Review of precision cancer medicine: Evolution of the treatment paradigm
- PMID: 32251926
- PMCID: PMC7272286
- DOI: 10.1016/j.ctrv.2020.102019
Review of precision cancer medicine: Evolution of the treatment paradigm
Abstract
In recent years, biotechnological breakthroughs have led to identification of complex and unique biologic features associated with carcinogenesis. Tumor and cell-free DNA profiling, immune markers, and proteomic and RNA analyses are used to identify these characteristics for optimization of anticancer therapy in individual patients. Consequently, clinical trials have evolved, shifting from tumor type-centered to gene-directed, histology-agnostic, with innovative adaptive design tailored to biomarker profiling with the goal to improve treatment outcomes. A plethora of precision medicine trials have been conducted. The majority of these trials demonstrated that matched therapy is associated with superior outcomes compared to non-matched therapy across tumor types and in specific cancers. To improve the implementation of precision medicine, this approach should be used early in the course of the disease, and patients should have complete tumor profiling and access to effective matched therapy. To overcome the complexity of tumor biology, clinical trials with combinations of gene-targeted therapy with immune-targeted approaches (e.g., checkpoint blockade, personalized vaccines and/or chimeric antigen receptor T-cells), hormonal therapy, chemotherapy and/or novel agents should be considered. These studies should target dynamic changes in tumor biologic abnormalities, eliminating minimal residual disease, and eradicating significant subclones that confer resistance to treatment. Mining and expansion of real-world data, facilitated by the use of advanced computer data processing capabilities, may contribute to validation of information to predict new applications for medicines. In this review, we summarize the clinical trials and discuss challenges and opportunities to accelerate the implementation of precision oncology.

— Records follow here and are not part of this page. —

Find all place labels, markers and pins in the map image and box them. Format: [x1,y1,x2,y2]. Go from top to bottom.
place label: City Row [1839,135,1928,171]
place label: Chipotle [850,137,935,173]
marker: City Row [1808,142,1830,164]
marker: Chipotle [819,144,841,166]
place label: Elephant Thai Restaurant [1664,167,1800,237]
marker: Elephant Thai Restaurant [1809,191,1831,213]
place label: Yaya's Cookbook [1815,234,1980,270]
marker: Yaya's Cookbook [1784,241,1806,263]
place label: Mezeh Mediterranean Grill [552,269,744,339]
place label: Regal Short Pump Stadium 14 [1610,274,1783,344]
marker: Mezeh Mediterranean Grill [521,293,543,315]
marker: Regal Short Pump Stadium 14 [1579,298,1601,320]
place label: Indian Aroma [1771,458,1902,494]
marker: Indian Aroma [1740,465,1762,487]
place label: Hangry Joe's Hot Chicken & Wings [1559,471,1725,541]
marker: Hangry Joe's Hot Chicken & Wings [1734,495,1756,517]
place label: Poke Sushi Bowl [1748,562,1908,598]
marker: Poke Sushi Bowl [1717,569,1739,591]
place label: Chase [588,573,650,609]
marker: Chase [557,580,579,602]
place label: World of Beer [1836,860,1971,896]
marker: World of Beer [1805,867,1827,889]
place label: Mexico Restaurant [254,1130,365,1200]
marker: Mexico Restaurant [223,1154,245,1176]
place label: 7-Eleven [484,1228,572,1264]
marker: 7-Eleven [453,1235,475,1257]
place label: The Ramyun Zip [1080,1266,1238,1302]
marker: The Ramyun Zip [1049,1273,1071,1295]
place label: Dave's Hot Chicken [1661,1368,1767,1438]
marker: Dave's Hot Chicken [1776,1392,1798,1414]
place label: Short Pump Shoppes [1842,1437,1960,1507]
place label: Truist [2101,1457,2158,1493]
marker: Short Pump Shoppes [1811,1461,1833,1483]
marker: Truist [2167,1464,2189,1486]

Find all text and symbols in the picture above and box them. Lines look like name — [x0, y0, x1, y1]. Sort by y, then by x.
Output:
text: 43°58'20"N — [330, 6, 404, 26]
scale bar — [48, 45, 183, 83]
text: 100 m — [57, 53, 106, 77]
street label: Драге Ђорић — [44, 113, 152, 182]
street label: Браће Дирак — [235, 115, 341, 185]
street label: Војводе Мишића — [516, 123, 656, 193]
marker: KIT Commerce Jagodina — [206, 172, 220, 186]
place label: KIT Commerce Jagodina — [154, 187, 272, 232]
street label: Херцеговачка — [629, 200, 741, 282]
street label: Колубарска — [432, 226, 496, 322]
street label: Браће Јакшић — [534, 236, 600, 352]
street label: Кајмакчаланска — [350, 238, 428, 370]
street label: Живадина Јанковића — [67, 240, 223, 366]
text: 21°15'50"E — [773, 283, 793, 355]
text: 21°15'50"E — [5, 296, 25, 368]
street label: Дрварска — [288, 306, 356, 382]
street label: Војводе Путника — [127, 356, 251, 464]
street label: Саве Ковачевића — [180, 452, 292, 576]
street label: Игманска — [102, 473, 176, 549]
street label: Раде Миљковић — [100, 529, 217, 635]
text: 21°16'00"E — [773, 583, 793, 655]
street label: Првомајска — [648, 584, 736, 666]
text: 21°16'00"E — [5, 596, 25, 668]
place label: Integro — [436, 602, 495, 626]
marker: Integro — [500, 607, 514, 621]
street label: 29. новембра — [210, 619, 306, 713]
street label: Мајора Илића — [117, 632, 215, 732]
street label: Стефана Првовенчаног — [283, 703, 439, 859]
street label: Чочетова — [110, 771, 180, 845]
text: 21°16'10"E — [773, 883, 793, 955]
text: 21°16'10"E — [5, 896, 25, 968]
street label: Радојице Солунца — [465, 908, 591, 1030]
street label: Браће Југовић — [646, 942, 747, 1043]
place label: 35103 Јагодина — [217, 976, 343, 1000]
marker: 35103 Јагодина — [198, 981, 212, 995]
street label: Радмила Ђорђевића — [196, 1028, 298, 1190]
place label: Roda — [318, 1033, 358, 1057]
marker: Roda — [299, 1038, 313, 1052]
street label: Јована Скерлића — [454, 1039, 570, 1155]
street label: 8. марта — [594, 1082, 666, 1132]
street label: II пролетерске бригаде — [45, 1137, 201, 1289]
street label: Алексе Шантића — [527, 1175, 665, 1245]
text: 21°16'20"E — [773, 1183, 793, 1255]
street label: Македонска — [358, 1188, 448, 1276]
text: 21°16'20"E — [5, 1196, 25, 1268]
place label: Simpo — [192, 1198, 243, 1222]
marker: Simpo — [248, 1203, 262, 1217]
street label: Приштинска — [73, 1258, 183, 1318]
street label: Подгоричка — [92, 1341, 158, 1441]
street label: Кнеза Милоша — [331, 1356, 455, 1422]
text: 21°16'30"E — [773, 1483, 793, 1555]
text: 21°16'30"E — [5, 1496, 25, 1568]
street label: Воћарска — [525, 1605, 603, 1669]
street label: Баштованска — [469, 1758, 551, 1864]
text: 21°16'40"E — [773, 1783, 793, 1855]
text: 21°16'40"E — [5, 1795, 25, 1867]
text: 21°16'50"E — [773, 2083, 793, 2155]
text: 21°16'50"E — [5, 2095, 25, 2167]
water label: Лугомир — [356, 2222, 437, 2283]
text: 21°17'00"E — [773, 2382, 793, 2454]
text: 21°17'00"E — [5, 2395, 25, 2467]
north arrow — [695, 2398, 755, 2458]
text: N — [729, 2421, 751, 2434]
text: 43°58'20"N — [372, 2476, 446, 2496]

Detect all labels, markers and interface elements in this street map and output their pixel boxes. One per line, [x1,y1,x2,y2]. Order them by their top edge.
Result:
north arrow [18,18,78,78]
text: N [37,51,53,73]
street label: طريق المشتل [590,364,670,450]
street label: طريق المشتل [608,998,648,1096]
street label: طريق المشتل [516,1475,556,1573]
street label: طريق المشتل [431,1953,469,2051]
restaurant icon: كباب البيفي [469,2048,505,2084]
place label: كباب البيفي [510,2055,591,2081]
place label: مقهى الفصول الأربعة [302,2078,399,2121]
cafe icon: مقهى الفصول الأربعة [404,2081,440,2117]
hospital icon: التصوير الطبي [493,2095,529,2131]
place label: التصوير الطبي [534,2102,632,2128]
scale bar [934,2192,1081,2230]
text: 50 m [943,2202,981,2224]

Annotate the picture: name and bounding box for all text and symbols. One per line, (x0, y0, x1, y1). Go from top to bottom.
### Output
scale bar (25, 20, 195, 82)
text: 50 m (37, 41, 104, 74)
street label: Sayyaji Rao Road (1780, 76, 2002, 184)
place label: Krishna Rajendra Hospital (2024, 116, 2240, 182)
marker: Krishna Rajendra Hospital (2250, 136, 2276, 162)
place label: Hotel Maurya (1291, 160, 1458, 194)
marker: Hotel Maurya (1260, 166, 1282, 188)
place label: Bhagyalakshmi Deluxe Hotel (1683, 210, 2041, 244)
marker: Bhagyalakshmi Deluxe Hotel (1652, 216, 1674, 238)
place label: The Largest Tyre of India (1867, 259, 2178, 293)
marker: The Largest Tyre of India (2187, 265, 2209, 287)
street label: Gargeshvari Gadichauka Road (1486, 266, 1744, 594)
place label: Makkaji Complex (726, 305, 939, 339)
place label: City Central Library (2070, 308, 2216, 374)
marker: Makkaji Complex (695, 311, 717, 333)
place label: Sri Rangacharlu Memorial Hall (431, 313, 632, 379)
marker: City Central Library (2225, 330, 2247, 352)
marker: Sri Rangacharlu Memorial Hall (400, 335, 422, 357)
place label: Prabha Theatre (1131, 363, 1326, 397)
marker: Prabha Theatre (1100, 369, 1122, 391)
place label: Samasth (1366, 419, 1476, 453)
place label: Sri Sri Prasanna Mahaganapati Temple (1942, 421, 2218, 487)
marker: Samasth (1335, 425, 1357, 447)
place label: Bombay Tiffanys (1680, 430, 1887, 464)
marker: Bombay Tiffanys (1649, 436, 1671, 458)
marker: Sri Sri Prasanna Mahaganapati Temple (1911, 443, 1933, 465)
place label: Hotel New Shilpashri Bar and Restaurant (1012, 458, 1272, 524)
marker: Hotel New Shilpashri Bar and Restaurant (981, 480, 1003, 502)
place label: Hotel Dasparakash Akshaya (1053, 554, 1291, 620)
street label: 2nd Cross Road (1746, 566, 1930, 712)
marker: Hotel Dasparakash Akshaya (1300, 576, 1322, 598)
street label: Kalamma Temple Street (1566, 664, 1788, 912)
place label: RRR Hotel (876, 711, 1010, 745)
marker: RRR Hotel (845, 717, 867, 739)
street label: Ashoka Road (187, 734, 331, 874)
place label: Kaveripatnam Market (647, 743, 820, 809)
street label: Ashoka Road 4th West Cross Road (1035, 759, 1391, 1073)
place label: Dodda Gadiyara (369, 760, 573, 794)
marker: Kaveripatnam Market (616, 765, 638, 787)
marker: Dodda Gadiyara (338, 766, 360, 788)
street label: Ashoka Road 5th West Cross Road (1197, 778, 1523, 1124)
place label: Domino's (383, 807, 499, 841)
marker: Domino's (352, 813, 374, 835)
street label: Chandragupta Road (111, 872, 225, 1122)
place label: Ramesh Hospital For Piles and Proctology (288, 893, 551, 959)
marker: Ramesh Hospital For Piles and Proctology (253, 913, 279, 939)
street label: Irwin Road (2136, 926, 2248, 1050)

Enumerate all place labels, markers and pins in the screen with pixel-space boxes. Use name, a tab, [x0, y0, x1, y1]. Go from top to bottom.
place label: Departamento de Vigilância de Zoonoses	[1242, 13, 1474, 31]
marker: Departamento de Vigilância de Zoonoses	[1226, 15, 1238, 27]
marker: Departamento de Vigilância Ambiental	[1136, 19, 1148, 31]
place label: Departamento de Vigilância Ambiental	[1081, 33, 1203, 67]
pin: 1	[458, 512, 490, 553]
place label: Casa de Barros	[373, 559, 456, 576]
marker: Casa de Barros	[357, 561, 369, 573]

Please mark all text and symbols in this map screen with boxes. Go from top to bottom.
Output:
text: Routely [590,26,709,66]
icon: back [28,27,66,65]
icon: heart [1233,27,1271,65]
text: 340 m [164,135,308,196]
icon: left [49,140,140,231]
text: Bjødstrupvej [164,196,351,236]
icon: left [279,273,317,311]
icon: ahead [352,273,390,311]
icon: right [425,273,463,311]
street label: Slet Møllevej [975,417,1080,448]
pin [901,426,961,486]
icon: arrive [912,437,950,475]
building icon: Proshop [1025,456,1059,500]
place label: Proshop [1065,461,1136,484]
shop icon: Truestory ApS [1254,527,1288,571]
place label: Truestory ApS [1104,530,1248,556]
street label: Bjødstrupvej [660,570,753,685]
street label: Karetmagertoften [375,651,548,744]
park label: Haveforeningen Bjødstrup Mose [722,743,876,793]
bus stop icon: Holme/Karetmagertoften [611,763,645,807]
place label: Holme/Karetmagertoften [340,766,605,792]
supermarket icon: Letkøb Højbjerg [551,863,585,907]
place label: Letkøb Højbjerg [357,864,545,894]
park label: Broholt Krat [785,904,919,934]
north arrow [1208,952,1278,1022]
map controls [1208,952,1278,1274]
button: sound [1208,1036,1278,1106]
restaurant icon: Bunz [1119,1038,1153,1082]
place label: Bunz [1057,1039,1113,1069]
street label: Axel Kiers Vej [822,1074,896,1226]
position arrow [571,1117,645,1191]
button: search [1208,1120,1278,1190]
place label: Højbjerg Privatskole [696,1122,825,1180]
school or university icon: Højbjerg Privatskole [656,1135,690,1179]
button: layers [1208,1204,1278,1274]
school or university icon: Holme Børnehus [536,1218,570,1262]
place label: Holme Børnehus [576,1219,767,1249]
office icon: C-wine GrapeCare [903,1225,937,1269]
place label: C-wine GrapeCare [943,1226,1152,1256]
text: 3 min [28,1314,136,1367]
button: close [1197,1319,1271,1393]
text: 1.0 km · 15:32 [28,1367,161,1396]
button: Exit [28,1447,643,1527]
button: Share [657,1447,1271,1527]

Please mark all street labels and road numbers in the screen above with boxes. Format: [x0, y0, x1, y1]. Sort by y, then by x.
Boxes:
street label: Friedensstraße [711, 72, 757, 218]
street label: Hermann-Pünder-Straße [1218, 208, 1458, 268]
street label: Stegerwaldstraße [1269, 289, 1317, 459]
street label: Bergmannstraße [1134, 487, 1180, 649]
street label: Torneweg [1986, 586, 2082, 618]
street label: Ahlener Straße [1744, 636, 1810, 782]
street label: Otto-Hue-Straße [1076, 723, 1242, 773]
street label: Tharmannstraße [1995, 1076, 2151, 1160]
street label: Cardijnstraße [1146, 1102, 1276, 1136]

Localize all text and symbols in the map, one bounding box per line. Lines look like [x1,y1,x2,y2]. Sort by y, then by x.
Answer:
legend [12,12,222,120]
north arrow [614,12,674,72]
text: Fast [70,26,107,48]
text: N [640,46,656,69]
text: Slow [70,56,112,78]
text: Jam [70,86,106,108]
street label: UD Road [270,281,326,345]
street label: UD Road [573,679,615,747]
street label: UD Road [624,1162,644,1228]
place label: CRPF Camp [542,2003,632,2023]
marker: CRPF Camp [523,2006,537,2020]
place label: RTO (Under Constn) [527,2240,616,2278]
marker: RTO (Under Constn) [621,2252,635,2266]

Keywords: Genomic landscape; Matched therapy; Molecular profile; Personalized; Precision; ctDNA.
Copyright © 2020 Elsevier Ltd. All rights reserved.
Conflict of interest statement
Declaration of Competing Interest Dr. Apostolia-Maria Tsimberidou has the following financial relationships to disclose: Research Funding (Institution): Immatics, Parker Institute for Cancer Immunotherapy, Tempus, OBI Pharma, EMD Serono, Baxalta, ONYX, Bayer, Boston Biomedical, Placon Therapeutics, Karus Therapeutics, and Tvardi Therapeutics. Consulting or Advisory Role: Covance, Genentech, and Tempus. Dr. Elena Fountzilas has the following financial relationships to disclose: Travel grant from Merck and K.A.M Oncology/Hematology; stock ownership Deciphera Pharmaceuticals, Inc. Dr. Mina Nikanjam has the following financial relationships to disclose: Research Funding (Institution): Regeneron, Bristol Myers Squib, Immunocore, Idera, and Merck. Dr. Razelle Kurzrock has the following financial relationships to disclose: Research Funding (Institution): Incyte, Genentech, Merck Serono, Pfizer, Sequenom, Foundation Medicine, Konica Minolta, Grifols, Biologic Dynamics, and Guardant. Consulting role: X-Biotech, Loxo, and Actuate Therapeutics. Speaker fees: Roche. Ownership interest: IDbyDNA and Curematch, Inc.